Anyone else want to join me in my challenge? Or create your own self-challenge? Everything is better with a friend!

* A little side-note on my perfectionist thinking… I initially wrote “three important things to get done,” but upon re-reading it realized that the goal is not to “get done” anything. The goal is to simply DO something in each of three areas.



  1. 1
    Kathryn Luedtke says:

    Love it Tyler! I am trying to exercise (as well as other stuff) while searching for a new job. It is hard to move from the black holes. Call me if you ever want to walk – I’m game for that and a visit of course.

  2. 2

    I can relate to so much of this. I usually only skim Facebook but find myself there multiple times a day. I am often left with my phone while nursing the baby and instead of going directly to social media sites, I really want to go to the Bible App first…but often don’t. Sigh. I have to contemplate my three things, but I would love to jump into the challenge.

  3. 3

    I could talk about Facebook/social media and the time-suckyness of it ALL DAY LONG! For a blogger, it’s such a love/hate. I connect with my readers there. When my post went viral in January, it was almost entirely because of FB shares. Yet, at the same time, I cannot believe how time slips away when I just “check it really quick” between tasks, like you described. For me, it’s not hours and hours a sitting. But it’s 10 min here. 15 min there. At the red light. In the carpool line. While on my way to putting away dishes. I still pray and exercise–and I’m getting better at regular writing, but it’s all intertwined with FB. Like, yesterday, I set aside the entire day while the kids were in school to write. I probably spent half that time on FB “taking breaks” from writing. It was getting on my nerves, but I felt powerless to stop it. Social media addiction is an actual thing.

    I need to join you, but mine will look different. Let me think/pray about this and I will get back to you.

  4. 4
    Kelly Stoski says:

    I’m in!
    My three things will stay the same each day. For at least awhile. Because I know what I need to do more of!!!
    1. Pray and do a short devotional or write in my journal.
    2. Work on a bible study or read something that adds to my spiritual walk.
    3. Move! Walk, treadmill, gym, bike ride, something!!!!!!
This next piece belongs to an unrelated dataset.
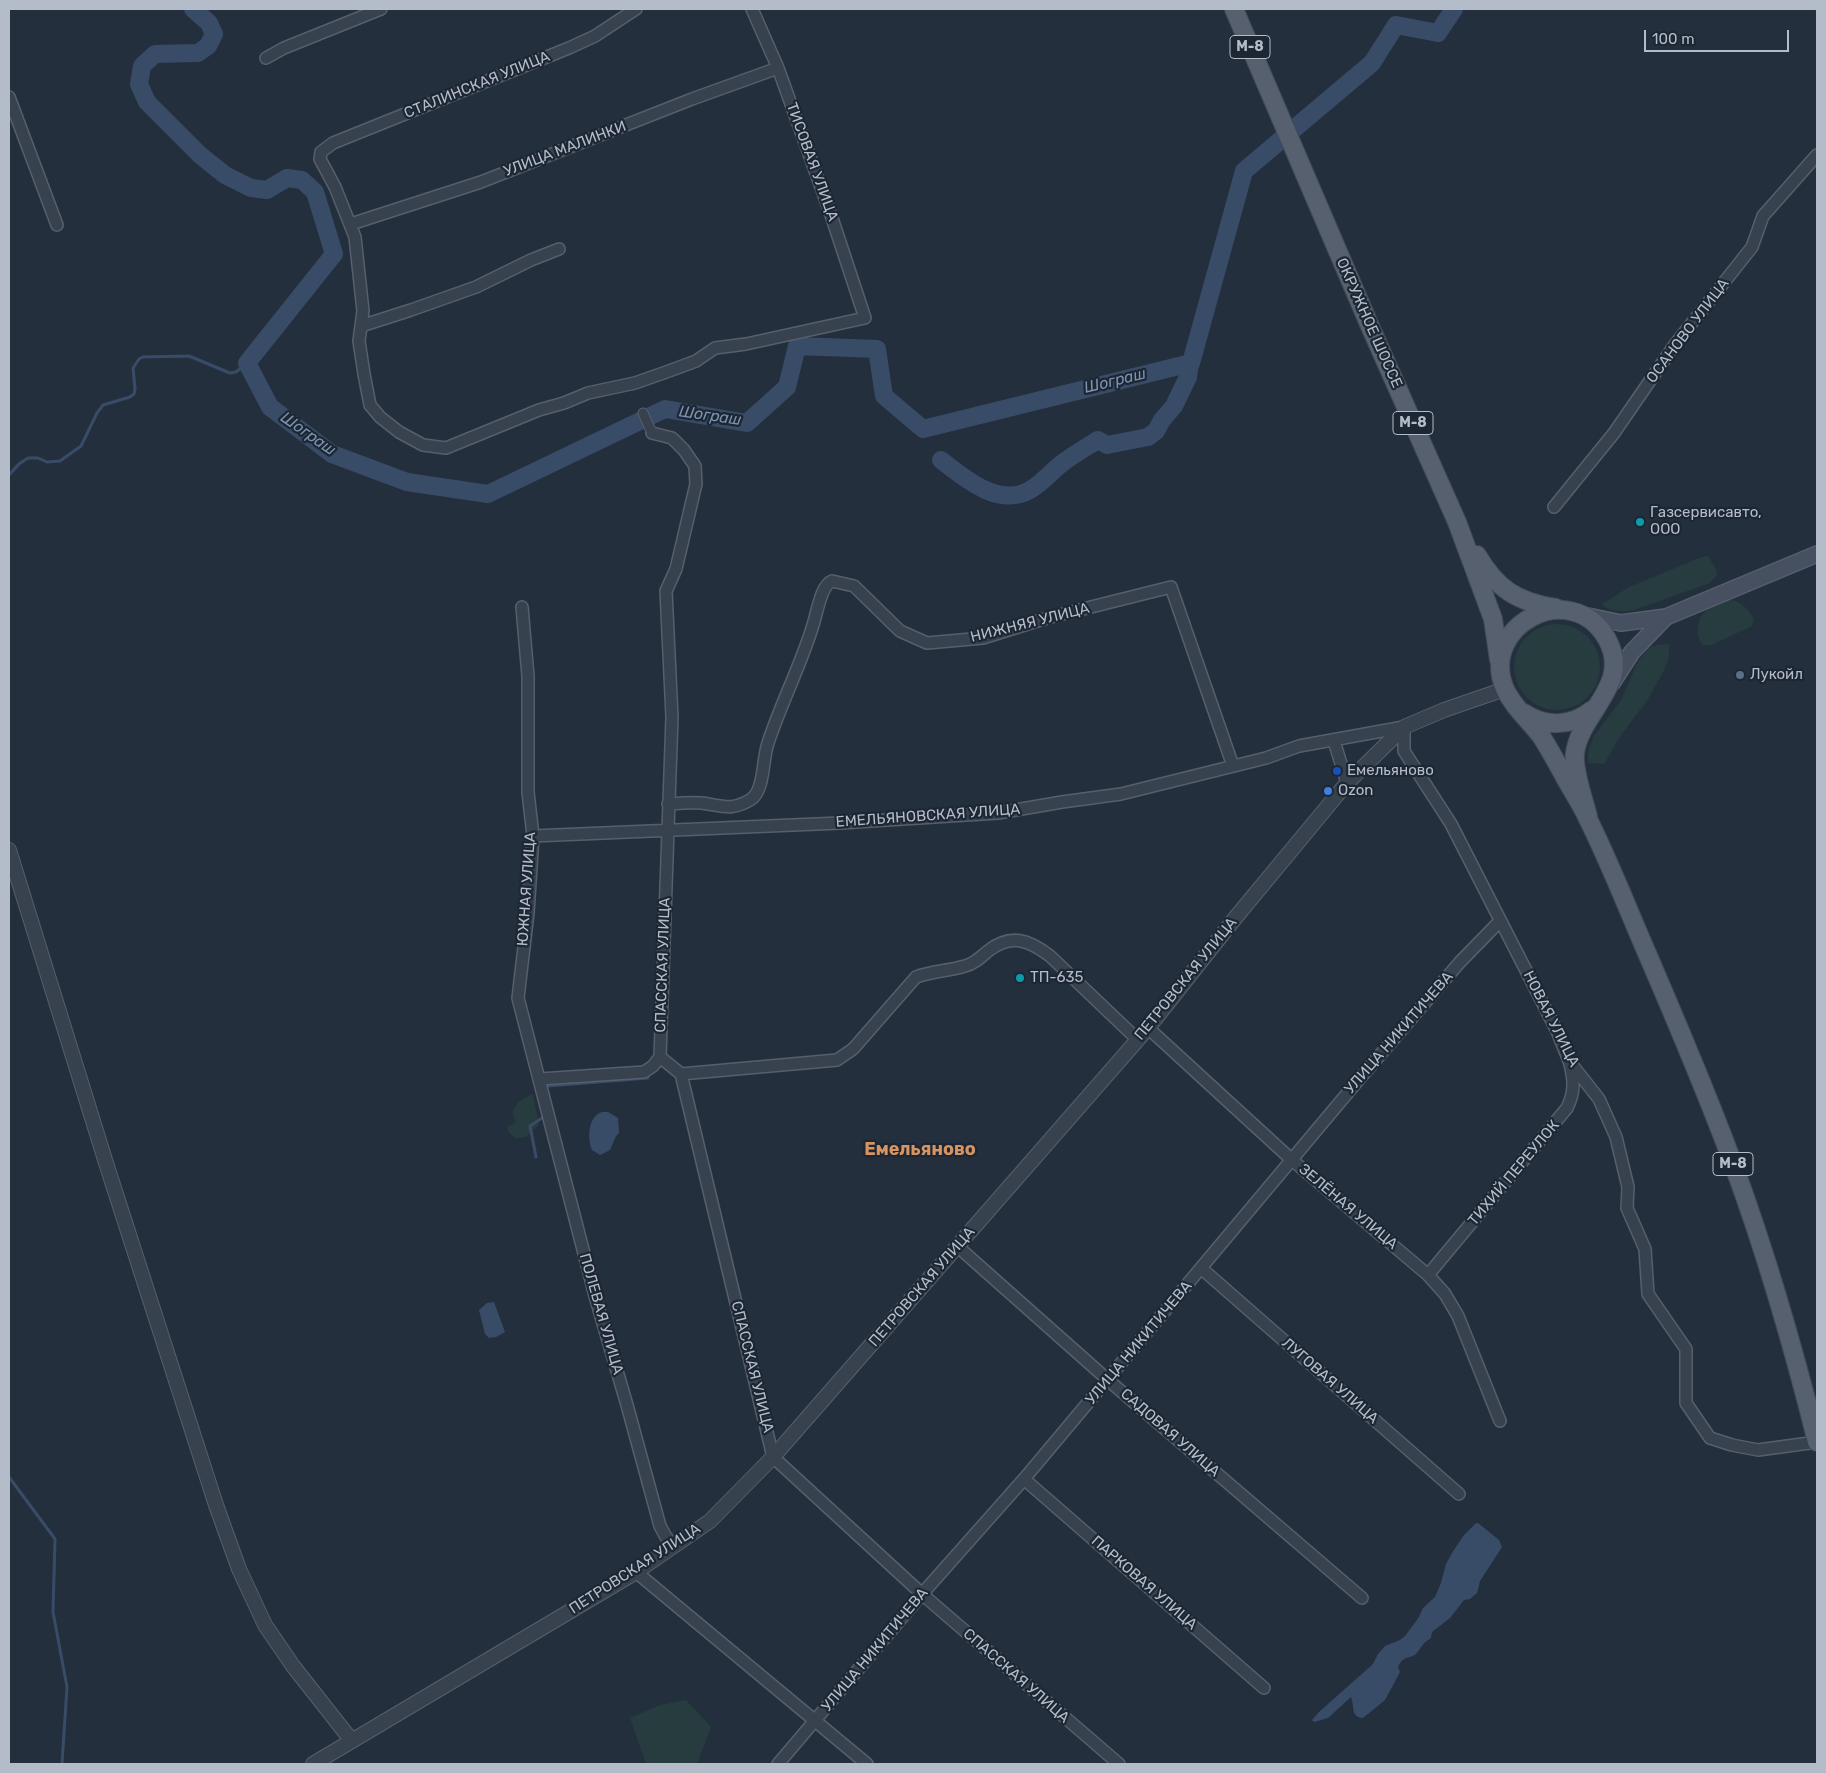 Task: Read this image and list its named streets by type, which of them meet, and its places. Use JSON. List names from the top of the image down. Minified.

    I know 1 and 2 are similar, but I tend to neglect one in favor of the other, or just neglect both. I need to both learn about God (2) , and seperately intentionally talk to and listen to Him (1).

    I am so in! And I passed this along to the other ladies who kept chatting while you had your epiphany :)

  5. 5
    Mark Allman says:

    I hope it is going well for you. For me the toughest thing to do is to start. I only commit to doing something for a few minutes and usually I will do it longer. I have to do those things that mean the most in the early morning or I tend to not do them.